WHAT NEEDS TO BE DONE » Report all lines from the entries below in which "places" appears.

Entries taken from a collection
----

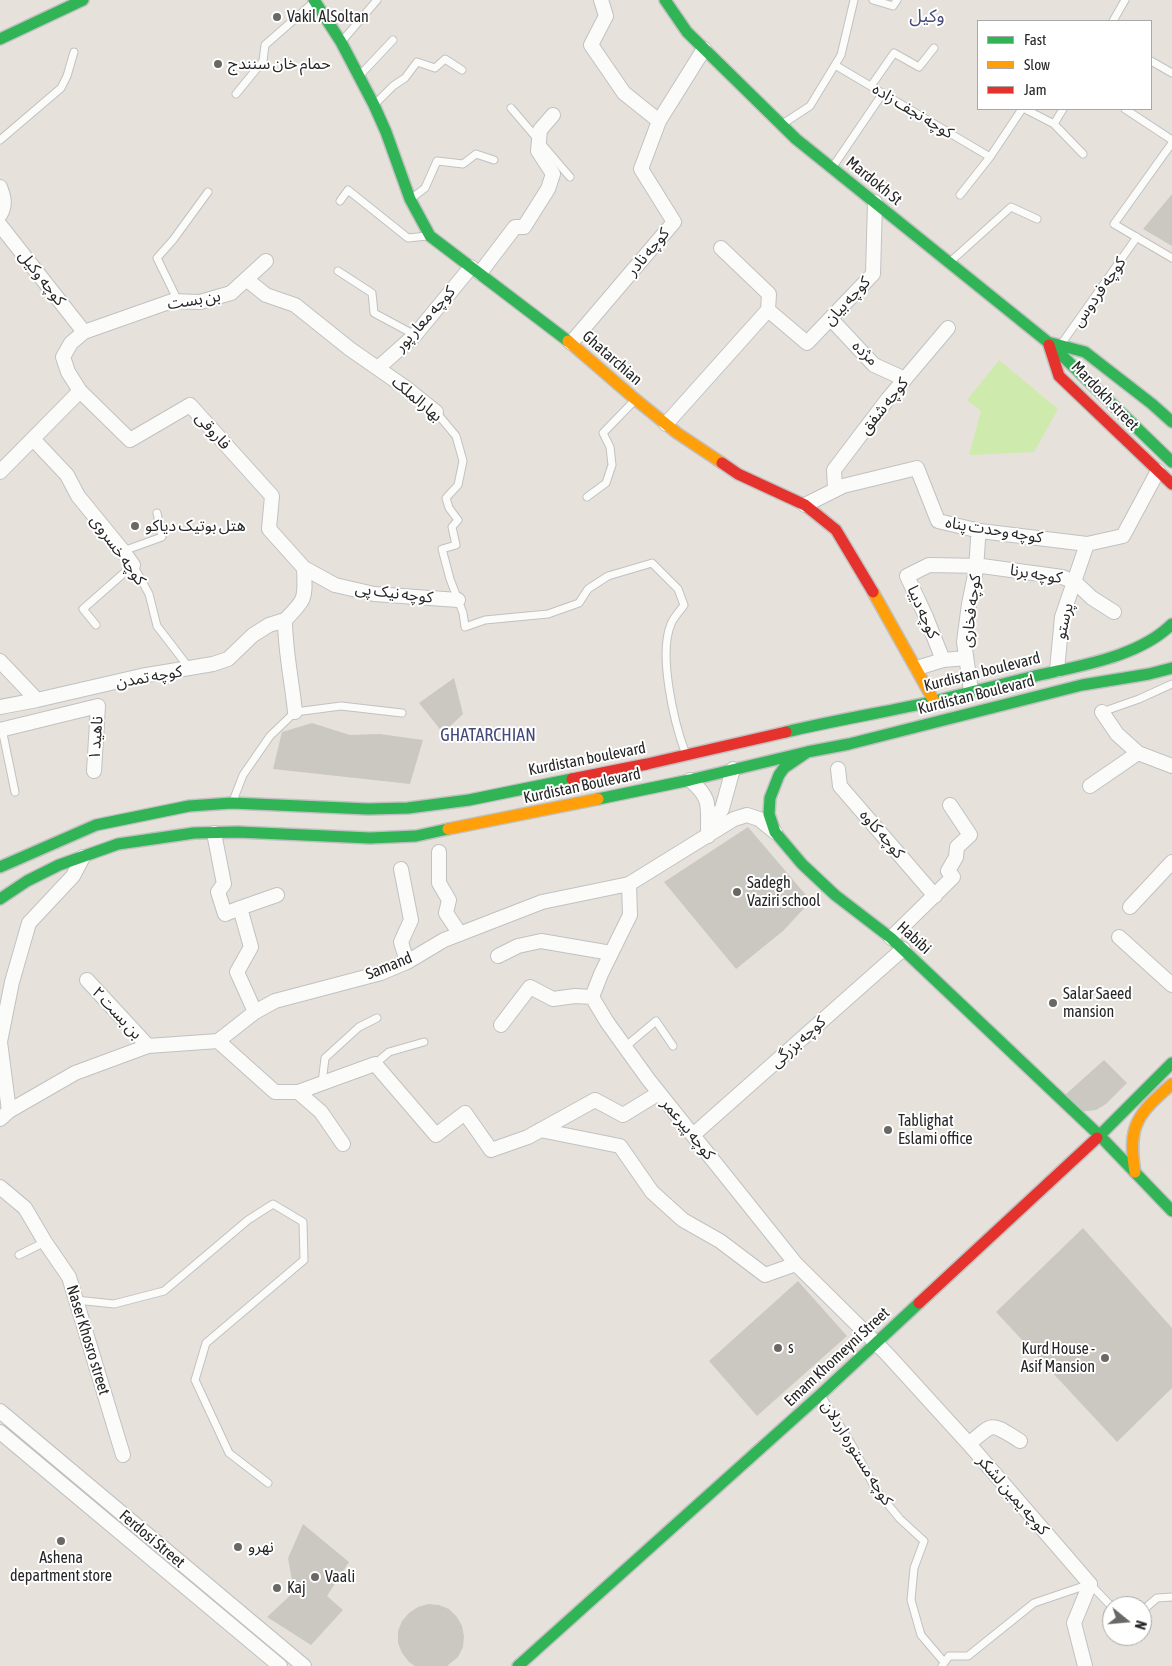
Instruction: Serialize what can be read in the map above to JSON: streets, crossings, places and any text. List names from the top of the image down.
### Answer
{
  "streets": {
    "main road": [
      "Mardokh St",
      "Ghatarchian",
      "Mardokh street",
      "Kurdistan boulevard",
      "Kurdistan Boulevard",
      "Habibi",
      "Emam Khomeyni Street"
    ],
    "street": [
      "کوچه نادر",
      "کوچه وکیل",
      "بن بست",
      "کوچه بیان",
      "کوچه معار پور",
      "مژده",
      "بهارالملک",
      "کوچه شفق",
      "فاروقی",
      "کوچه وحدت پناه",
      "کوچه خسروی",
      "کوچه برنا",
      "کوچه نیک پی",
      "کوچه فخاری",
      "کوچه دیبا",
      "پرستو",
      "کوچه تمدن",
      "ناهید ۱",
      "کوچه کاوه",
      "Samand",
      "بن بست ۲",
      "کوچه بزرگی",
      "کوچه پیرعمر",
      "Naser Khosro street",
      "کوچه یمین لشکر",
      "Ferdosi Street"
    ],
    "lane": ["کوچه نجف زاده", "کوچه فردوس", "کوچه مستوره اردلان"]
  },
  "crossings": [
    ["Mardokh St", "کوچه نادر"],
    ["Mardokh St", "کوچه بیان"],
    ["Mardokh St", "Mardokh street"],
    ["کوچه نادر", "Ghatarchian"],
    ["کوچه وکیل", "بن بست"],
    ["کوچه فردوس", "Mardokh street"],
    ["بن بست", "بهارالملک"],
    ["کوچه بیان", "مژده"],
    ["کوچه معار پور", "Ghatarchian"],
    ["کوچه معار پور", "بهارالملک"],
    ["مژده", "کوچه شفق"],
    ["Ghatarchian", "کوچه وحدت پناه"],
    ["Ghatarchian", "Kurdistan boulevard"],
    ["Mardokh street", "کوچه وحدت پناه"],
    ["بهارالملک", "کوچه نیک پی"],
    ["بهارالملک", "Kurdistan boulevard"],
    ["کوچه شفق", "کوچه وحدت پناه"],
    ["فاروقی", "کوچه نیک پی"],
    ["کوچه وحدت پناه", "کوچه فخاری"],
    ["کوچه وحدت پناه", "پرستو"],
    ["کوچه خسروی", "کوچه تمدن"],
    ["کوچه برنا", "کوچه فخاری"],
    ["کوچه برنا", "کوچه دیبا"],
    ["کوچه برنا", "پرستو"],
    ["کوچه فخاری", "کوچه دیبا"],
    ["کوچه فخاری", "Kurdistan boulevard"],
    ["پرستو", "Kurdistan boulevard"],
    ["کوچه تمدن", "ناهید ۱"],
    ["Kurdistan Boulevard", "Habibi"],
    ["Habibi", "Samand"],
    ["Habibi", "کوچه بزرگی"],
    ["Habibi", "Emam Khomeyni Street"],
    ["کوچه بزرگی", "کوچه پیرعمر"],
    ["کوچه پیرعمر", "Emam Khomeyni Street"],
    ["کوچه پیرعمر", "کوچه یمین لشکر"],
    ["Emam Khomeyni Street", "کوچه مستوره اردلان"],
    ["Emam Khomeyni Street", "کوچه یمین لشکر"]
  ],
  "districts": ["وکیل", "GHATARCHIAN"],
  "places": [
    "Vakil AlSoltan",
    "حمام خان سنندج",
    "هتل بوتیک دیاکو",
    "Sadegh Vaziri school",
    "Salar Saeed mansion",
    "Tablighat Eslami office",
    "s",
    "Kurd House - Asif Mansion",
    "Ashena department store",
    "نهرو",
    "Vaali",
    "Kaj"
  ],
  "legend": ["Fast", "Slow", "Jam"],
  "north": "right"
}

----

EXERCISE RESULT »
Instruction: Serialize what can be read in the map above to JSON: streets, crossings, places and any text. List names from the top of the image down.
  "places": [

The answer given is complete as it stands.